Another paragraph begins with Friedman seeking to assure us, specifically "all you knuckleheads on Fox who say that Biden can't put two sentences together," of "a news flash," that the president just put NATO together to help Ukraine against Russia. He goes on to compare Biden to George H.W. at the end of the Cold War.
Why Ukraine is mentioned at all is for an even more eye-roll-inducing answer. In addition to Friedman lamenting that "I left our lunch with a full stomach but a heavy heart," he goes on to write that Biden's "worried that while he has reunited the West, he may not be able to reunite America."
Friedman really does think that Biden can reunite America:
It’s clearly his priority, above any Build Back Better provision. And he knows that’s why he was elected — a majority of Americans worried that the country was coming apart at the seams and that this old war horse called Biden, with his bipartisan instincts, was the best person to knit us back together. It’s the reason he decided to run in the first place, because he knows that without some basic unity of purpose and willingness to compromise, nothing else is possible.

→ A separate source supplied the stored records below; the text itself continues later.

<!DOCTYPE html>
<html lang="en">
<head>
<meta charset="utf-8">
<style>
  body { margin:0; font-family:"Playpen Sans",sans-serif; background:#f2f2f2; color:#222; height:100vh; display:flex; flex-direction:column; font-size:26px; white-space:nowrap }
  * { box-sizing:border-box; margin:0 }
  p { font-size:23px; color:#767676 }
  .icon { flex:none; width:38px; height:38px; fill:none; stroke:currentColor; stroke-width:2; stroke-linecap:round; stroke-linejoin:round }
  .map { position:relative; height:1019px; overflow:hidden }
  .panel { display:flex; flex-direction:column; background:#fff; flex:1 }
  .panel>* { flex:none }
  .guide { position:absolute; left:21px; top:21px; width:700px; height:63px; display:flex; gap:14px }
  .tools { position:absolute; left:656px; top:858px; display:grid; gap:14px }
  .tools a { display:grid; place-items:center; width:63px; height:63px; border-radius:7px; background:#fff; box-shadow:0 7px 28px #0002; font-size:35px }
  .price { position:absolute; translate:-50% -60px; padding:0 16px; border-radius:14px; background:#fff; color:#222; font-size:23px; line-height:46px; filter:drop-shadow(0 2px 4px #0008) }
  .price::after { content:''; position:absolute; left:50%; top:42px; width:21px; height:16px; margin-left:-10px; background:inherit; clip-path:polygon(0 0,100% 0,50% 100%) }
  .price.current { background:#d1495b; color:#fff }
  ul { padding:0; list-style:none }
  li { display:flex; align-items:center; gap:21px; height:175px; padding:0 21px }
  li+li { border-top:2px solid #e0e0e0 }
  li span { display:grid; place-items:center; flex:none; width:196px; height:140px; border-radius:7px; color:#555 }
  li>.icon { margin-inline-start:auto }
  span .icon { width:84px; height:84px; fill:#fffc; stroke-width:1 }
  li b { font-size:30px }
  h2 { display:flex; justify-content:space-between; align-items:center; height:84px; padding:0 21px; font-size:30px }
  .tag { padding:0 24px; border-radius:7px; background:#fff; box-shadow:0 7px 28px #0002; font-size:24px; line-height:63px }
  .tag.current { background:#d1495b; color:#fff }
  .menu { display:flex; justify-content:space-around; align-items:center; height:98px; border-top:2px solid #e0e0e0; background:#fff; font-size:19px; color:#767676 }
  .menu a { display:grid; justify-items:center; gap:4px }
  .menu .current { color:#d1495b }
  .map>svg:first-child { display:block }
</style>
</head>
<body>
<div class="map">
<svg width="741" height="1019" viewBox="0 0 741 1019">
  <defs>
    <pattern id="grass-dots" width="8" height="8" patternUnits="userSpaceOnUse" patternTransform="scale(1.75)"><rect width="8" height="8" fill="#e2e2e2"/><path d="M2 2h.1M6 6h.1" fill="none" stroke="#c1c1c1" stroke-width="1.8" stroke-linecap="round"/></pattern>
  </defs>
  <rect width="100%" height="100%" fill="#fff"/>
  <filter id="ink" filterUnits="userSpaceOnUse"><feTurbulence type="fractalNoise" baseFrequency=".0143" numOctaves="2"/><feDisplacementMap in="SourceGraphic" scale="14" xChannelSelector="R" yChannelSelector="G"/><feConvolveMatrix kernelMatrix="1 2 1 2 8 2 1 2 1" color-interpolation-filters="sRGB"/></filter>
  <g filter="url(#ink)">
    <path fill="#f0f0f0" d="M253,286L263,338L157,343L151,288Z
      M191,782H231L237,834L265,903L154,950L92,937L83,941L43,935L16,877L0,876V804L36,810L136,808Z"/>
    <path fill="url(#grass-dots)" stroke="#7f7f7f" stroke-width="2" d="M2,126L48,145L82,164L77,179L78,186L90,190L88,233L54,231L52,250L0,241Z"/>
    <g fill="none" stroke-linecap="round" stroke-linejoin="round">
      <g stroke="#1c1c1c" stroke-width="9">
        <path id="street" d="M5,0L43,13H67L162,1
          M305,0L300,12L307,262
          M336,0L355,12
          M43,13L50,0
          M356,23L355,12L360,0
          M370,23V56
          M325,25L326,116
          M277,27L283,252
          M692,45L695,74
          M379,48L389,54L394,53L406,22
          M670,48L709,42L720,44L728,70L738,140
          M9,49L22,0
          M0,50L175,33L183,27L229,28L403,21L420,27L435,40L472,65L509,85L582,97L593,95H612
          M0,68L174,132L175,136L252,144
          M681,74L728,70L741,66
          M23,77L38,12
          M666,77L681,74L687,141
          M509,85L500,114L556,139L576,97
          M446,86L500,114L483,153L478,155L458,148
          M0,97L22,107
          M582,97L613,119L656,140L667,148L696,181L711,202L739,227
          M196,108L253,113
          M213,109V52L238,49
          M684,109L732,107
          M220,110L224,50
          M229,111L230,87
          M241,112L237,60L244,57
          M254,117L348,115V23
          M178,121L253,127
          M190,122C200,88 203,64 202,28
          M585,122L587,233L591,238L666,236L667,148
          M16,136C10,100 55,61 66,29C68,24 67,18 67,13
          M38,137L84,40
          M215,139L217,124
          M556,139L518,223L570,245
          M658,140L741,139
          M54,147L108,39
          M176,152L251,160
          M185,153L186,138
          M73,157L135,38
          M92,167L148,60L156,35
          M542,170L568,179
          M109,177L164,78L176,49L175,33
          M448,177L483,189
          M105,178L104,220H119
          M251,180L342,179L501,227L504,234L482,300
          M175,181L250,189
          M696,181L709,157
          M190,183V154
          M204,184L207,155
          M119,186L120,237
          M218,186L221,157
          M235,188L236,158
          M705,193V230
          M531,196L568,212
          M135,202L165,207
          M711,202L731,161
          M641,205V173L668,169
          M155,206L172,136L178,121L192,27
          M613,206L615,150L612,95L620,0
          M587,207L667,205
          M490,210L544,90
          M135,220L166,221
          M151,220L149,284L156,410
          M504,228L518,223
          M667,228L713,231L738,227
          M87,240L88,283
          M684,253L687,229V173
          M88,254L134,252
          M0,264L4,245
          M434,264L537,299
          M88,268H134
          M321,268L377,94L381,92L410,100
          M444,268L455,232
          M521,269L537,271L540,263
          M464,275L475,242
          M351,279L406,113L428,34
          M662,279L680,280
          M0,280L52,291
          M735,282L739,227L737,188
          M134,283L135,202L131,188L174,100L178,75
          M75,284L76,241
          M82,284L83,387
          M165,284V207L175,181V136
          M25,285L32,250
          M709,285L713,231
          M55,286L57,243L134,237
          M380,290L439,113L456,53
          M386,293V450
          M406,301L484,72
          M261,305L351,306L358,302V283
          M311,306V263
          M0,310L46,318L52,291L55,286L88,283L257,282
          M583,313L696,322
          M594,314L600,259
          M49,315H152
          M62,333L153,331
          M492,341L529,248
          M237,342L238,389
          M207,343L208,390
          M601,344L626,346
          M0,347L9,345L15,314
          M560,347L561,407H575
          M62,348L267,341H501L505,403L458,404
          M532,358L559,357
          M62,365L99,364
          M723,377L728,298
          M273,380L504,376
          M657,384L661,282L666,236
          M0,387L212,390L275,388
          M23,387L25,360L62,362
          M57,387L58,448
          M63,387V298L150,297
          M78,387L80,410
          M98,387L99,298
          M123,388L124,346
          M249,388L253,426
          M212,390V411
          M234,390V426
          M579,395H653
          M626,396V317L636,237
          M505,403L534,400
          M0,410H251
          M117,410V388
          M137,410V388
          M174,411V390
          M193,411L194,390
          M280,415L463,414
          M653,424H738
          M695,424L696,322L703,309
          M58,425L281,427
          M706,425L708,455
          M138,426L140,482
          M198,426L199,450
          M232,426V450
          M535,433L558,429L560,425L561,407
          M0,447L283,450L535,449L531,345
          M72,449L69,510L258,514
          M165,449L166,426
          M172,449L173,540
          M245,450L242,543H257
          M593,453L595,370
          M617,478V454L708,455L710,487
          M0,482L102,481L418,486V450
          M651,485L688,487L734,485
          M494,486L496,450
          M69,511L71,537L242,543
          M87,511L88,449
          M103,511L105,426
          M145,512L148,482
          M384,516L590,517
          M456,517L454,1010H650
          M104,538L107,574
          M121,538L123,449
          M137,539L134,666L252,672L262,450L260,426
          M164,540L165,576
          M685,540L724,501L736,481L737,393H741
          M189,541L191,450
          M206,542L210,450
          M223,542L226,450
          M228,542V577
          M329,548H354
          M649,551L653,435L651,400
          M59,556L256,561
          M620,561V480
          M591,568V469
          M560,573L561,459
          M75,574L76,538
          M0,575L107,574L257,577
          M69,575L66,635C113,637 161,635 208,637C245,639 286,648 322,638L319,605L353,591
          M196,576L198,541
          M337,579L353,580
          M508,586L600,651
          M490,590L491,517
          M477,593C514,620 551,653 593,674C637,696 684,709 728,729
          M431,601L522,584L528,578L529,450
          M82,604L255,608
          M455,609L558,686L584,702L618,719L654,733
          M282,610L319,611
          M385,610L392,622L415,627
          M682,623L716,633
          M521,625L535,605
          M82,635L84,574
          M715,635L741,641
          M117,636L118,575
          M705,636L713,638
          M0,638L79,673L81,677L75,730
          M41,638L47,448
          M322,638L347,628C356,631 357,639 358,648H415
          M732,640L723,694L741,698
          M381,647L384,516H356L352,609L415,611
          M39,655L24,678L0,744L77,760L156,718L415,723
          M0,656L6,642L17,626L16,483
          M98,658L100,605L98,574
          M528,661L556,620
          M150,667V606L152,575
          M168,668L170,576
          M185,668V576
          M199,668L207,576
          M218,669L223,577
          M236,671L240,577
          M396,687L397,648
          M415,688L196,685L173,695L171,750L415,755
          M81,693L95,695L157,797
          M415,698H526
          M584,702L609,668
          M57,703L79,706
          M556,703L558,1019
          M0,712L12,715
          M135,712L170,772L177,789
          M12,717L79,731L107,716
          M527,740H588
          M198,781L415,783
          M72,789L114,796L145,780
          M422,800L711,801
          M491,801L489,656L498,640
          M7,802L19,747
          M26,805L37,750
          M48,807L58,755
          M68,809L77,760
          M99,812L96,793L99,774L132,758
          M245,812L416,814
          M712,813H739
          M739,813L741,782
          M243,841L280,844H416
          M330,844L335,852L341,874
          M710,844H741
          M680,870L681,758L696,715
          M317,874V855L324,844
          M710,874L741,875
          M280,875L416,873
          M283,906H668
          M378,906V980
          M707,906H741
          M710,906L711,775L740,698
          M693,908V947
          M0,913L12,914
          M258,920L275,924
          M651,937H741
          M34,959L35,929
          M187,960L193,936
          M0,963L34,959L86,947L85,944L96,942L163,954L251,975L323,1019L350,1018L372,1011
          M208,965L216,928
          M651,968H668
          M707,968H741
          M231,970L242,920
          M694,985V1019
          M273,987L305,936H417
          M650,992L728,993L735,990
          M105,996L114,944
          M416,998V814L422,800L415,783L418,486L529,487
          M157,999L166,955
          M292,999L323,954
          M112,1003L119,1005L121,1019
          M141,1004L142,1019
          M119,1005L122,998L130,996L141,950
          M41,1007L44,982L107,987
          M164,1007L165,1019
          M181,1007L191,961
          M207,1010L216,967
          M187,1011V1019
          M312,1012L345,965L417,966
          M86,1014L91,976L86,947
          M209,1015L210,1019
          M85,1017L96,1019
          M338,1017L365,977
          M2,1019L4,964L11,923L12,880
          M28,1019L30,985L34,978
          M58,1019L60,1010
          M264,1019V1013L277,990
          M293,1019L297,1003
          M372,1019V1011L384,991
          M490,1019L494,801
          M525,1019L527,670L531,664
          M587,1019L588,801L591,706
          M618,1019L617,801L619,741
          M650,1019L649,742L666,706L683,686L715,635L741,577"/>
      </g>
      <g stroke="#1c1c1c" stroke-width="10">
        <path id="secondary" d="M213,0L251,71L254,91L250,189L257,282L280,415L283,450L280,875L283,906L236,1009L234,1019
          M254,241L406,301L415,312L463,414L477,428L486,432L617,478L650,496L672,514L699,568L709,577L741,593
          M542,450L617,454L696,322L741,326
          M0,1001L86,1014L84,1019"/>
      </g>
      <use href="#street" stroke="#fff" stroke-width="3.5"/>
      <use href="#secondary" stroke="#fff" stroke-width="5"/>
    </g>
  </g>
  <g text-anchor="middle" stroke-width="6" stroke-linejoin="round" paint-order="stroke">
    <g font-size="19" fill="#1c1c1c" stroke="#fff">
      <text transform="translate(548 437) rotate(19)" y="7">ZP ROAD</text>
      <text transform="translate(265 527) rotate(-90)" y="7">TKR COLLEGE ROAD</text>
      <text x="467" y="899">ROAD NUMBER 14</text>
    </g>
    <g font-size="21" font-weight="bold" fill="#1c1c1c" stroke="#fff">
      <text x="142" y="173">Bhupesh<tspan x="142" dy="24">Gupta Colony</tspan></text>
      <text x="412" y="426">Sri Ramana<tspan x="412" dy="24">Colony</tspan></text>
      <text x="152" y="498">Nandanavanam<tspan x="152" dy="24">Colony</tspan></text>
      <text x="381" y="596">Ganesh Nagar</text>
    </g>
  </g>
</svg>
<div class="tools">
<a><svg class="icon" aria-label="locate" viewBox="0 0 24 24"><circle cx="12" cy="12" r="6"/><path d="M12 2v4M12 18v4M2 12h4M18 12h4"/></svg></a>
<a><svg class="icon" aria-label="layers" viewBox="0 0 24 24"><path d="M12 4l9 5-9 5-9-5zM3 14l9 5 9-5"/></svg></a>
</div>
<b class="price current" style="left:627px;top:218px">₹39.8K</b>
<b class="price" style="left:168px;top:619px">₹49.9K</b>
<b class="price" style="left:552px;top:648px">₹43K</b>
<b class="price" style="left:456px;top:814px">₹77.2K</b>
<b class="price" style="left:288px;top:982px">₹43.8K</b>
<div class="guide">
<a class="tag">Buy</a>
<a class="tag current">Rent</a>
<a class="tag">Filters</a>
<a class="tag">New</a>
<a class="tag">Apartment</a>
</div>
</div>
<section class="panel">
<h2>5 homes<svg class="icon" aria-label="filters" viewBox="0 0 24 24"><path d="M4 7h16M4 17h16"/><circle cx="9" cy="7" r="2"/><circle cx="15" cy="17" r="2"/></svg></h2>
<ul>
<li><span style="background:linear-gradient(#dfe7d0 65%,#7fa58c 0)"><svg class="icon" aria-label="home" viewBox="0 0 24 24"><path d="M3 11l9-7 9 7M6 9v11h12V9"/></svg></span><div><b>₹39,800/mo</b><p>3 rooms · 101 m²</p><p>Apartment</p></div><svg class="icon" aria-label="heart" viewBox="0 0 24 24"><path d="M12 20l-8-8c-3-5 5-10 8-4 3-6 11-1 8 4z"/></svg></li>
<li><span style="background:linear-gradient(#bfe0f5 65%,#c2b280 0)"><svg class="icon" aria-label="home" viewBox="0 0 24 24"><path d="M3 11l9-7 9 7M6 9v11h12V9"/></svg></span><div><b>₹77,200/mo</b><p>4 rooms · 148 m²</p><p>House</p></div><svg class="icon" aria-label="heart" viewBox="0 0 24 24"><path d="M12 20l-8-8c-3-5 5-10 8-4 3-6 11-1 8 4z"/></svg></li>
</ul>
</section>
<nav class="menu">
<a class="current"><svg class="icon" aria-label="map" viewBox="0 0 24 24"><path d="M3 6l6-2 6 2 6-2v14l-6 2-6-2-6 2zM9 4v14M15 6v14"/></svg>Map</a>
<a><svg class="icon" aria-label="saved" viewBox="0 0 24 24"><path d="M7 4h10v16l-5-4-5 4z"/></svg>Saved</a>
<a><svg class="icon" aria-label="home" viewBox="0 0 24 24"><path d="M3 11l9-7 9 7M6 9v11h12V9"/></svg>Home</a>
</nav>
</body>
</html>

But with every passing day, every mass shooting, every racist dog whistle, every defund-the-police initiative, every nation-sundering Supreme Court ruling, every speaker run off a campus, every bogus claim of election fraud, I wonder if he can bring us back together. I wonder if it’s too late.
I fear that we’re going to break something very valuable very soon. And once we break it, it will be gone — and we may never be able to get it back.
Friedman is late to the party on this one. Polls consistently show, and have shown, for months, that Biden gets poor marks on how he handles uniting the country.
If anything, Biden has arguably reunited the country in that Americans are overwhelmingly against how he is handling his presidency. Especially lately, Biden has reached his record lows in various polls, as even Democrats are souring on him.
Friedman also rants about former President Donald Trump's claims about the 2020 election and Trump-endorsed candidates in the upcoming 2022 elections. This brings Friedman back to an eye-roll-inducing connection that those on the left often make, that what's going on in Ukraine under the Russian invasion is connected to complaints against the Republican Party.
"It clearly weighs on him that we have built a global alliance to support Ukraine, to reverse the Russian invasion and to defend core American principles abroad — the right to freedom and self-determination of all peoples — while the G.O.P. is abandoning our most cherished principles at home," Friedman writes of Biden toward the end of his article.
For emphasis on his likely attempt to sound poetic, Friedman once more repeats that he "left my lunch with the president with a full stomach but a heavy heart."